Saved entries:
- Opening Delimiter -
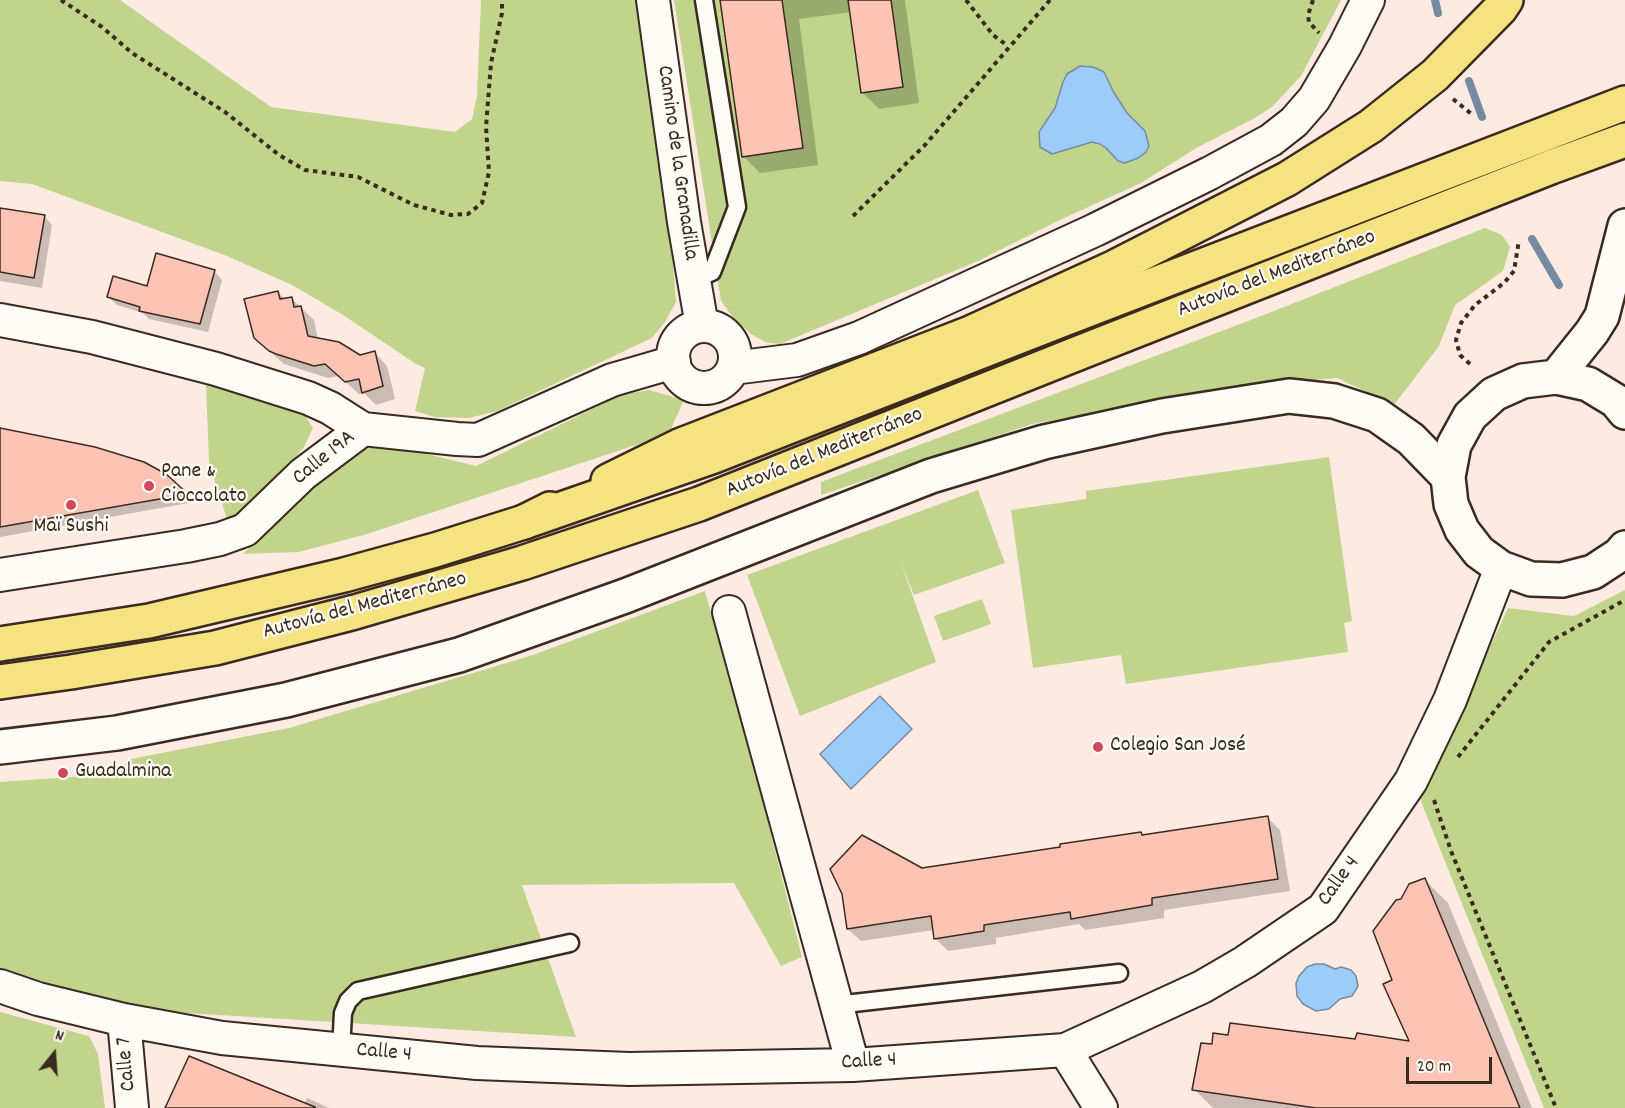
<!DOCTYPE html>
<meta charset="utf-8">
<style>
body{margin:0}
#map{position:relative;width:1625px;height:1108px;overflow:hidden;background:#fdebe3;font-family:Dekko,sans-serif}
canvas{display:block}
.north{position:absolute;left:24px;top:1024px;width:60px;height:60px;-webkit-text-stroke:4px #fdfcf7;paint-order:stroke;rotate:17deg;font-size:16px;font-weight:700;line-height:24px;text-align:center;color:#3b2a1e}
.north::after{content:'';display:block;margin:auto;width:21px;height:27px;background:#3b2a1e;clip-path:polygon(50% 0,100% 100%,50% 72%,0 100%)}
.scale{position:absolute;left:1406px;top:1057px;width:86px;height:27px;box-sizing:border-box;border:3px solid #3b2a1e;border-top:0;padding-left:8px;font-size:18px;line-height:21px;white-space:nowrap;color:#3b2a1e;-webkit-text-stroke:4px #fdfcf7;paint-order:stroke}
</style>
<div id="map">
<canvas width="1625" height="1108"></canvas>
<div class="north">N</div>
<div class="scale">20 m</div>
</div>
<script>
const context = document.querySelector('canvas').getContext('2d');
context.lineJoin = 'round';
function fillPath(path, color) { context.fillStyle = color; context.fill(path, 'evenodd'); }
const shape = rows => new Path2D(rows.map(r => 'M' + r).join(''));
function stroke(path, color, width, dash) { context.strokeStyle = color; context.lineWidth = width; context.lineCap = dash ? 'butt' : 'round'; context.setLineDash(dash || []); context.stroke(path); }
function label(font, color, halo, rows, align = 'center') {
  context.font = font + ' Dekko,sans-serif'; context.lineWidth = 4.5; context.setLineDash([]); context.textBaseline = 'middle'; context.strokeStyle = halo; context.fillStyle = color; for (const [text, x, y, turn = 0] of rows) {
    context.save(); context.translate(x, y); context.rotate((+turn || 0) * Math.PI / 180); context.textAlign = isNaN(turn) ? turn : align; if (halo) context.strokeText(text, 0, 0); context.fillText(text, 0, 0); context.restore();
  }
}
fillPath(shape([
 [0,0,120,0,271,107,455,132,472,119,477,96,481,0,642,0,668,201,676,302,665,322,652,338,497,411,469,418,435,417,415,411,425,368,416,364,343,315,292,285,227,256,32,184,0,181],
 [674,0,1341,0,1301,76,1272,107,1255,118,1198,147,1141,183,1062,219,978,261,780,344,765,342,751,334,734,319,721,301],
 [1485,228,1502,235,1510,247,1503,271,1455,305,1439,346,1394,405,1337,378,1246,386,1032,424,821,495,821,482,1256,318],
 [206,381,303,413,313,428,304,447,252,508,228,522,209,463],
 [649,390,684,400,671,429,642,443,367,534,299,552,243,554,293,506,325,470,350,455,382,443,476,466,621,395],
 [1329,457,1352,621,1344,623,1348,652,1126,684,1121,655,1033,668,1011,510,1086,499,1086,491],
 [978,490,1005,563,914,595,901,563,936,662,800,716,747,575],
 [1625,590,1625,1108,1544,1108,1420,799,1508,608,1574,616],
 [705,591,762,799,802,957,781,966,734,883,522,885,576,1037,105,1008,0,972,0,782,114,774,131,759,289,728,533,655],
 [982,599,991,624,943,641,934,616],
 [0,1012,89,1036,98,1054,105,1108,0,1108]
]), '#c0d58b');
const water = shape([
 [1080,66,1093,67,1104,72,1113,91,1127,113,1145,131,1149,146,1146,152,1138,158,1125,163,1118,161,1106,148,1100,144,1092,142,1052,154,1040,147,1039,132,1055,108,1063,82,1067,74,1080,66],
 [880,696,912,729,851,789,820,754,880,696],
 [1324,964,1335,969,1341,967,1351,970,1356,976,1358,986,1352,996,1340,999,1329,1009,1316,1011,1303,1004,1297,996,1296,983,1299,976,1307,967,1315,964,1324,964]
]);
fillPath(water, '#9eccf9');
stroke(water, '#768ba1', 1.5);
fillPath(shape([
 [722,0,905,0,919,103,879,109,862,92,851,12,799,19,818,165,760,173,743,156],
 [0,209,44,216,52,225,42,288,0,281],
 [214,271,222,280,208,332,149,319,143,313,117,305,108,297],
 [278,292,285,300,291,298,314,320,318,340,360,356,375,353,387,366,395,399,376,405,364,393,359,394,339,376,328,378,284,364,275,356,265,346],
 [0,429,165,476,194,502,0,537],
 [1267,817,1280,830,1290,891,1164,910,1164,918,1085,930,1079,924,996,938,996,944,948,951,936,939,934,930,861,941,848,929,922,870,1062,848,1141,834,1143,836],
 [1425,880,1448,903,1532,1108,1213,1108,1194,1089,1356,1041,1412,1043,1394,981,1402,900],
 [307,1098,329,1108,174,1108,305,1104]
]), '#0003');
stroke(shape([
 [1435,0,1438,13],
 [1469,81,1482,117],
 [1532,239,1559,285]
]), '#768ba1', 8);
const building = shape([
 [720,0,782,0,803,148,742,157,720,0],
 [848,0,891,0,903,87,861,93,848,0],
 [0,208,45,215,34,278,0,272,0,208],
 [156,253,215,270,200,324,139,311,140,307,107,297,113,276,147,286,156,253],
 [278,291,280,299,292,297,294,307,301,306,308,336,339,342,360,355,375,351,383,386,362,393,359,379,345,382,325,364,314,366,276,354,269,351,254,338,244,299,278,291],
 [0,428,95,447,144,462,166,474,188,494,0,527,0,428],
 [1268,816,1278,879,1152,898,1152,905,1071,919,1070,912,984,925,984,931,934,939,931,916,847,929,842,894,830,869,862,835,922,868,1060,847,1060,844,1141,832,1142,835,1268,816],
 [1425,878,1520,1108,1316,1108,1192,1090,1201,1043,1212,1044,1213,1033,1228,1035,1230,1023,1355,1039,1357,1033,1409,1041,1383,984,1392,980,1373,931,1396,900,1401,899,1409,884,1425,878],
 [189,1056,315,1107,315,1108,165,1108,189,1056]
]);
fillPath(building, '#fdc3b4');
stroke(building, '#3b2a1e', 1.5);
const service = shape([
 [694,279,712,272,737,207,704,0],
 [836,1005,1119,973],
 [341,1050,343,1013,348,1001,358,991,570,943]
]);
const minor = shape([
 [653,0,684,222,702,326],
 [0,320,92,337,216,369,308,398,330,408,363,429,457,439,478,440,612,380,674,362],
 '673 357a31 31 0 1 1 62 0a31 31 0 1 1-62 0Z',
 [733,368,797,360,859,338,1095,230,1210,173,1271,140,1294,122,1314,99,1345,46,1368,0],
 [0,575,186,546,220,539,245,530,303,474,363,429],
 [729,612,853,1065],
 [0,986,38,999,124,1020,222,1038,477,1063,629,1069,853,1065,1065,1050,1202,987,1245,962,1323,909,1411,781,1450,700,1501,568],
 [124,1020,132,1108],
 [1065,1050,1101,1108]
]);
const tertiary = shape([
 [1556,377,1592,332,1602,316,1625,226],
 [1625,412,1616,401,1588,384,1556,377,1523,381,1494,394,1470,416,1454,445,1448,477,1451,504,1462,530,1479,552,1501,568,1531,579,1562,580,1593,572,1619,555,1625,548],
 [0,747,117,733,286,700,459,655,625,596,931,476,1044,442,1162,416,1289,396,1334,401,1377,415,1411,439,1448,477]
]);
const trunk = shape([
 [608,481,679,446,968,334,1115,267,1287,179,1371,126,1435,75,1500,9,1506,0],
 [0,644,149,621,344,575,435,550,524,522,550,509]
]);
const motorway = shape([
 [524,522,714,456,1059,321,1625,103],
 [0,682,71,672,215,648,355,612,522,563,699,504,1081,352,1551,167,1625,140]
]);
stroke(service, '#3b2a1e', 21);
stroke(minor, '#3b2a1e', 36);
stroke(tertiary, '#3b2a1e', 38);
stroke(trunk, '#3b2a1e', 38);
stroke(motorway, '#3b2a1e', 38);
stroke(shape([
 [61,0,102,27,132,53,225,112,279,155,305,170,358,177,414,205,451,215,468,214,482,203,489,172,486,127,491,63,502,13,502,0],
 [966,0,993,35,1008,46],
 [1313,0,1308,15,1309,22,1319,33],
 [1453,99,1474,116],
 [853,216,925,145,1050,0],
 [1470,364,1460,355,1456,340,1461,323,1475,305,1504,283,1514,271,1519,240],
 [1458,757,1549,642,1625,600],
 [1434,800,1451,851,1556,1108]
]), '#3b2a1e', 4, [4.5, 4.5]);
stroke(service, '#fdfcf7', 16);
stroke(minor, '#fdfcf7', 32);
stroke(tertiary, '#fdfcf7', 33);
stroke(trunk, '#f5e382', 33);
stroke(motorway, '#f5e382', 33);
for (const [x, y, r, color] of [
 [149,486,6,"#d1495b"],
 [71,505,6,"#d1495b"],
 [1098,747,6,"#d1495b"],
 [63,773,6,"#d1495b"]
]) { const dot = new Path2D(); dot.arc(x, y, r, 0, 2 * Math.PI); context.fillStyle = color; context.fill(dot); stroke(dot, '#fdfcf7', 2); }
label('22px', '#3b2a1e', '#fdfcf7', [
 ["Camino de la Granadilla",676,163,82],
 ["Autovía del Mediterráneo",1277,275,-21],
 ["Autovía del Mediterráneo",825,454,-22],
 ["Calle 19A",325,459,-39],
 ["Autovía del Mediterráneo",365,607,-15],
 ["Calle 4",1340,882,-54],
 ["Calle 4",384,1054,5],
 ["Calle 4",869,1063,-3],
 ["Calle 7",128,1064,-95]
]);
label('22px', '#3b2a1e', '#fdfcf7', [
 ["Pane &",161,473],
 ["Cioccolato",161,498],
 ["Maï Sushi",71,528,"center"],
 ["Colegio San José",1110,747],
 ["Guadalmina",75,773]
], 'left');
</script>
- Closing Delimiter -
What you are asked to do -> Pull every line containing "canvas" from the data.

Solution for this task ->
canvas{display:block}
<canvas width="1625" height="1108"></canvas>
const context = document.querySelector('canvas').getContext('2d');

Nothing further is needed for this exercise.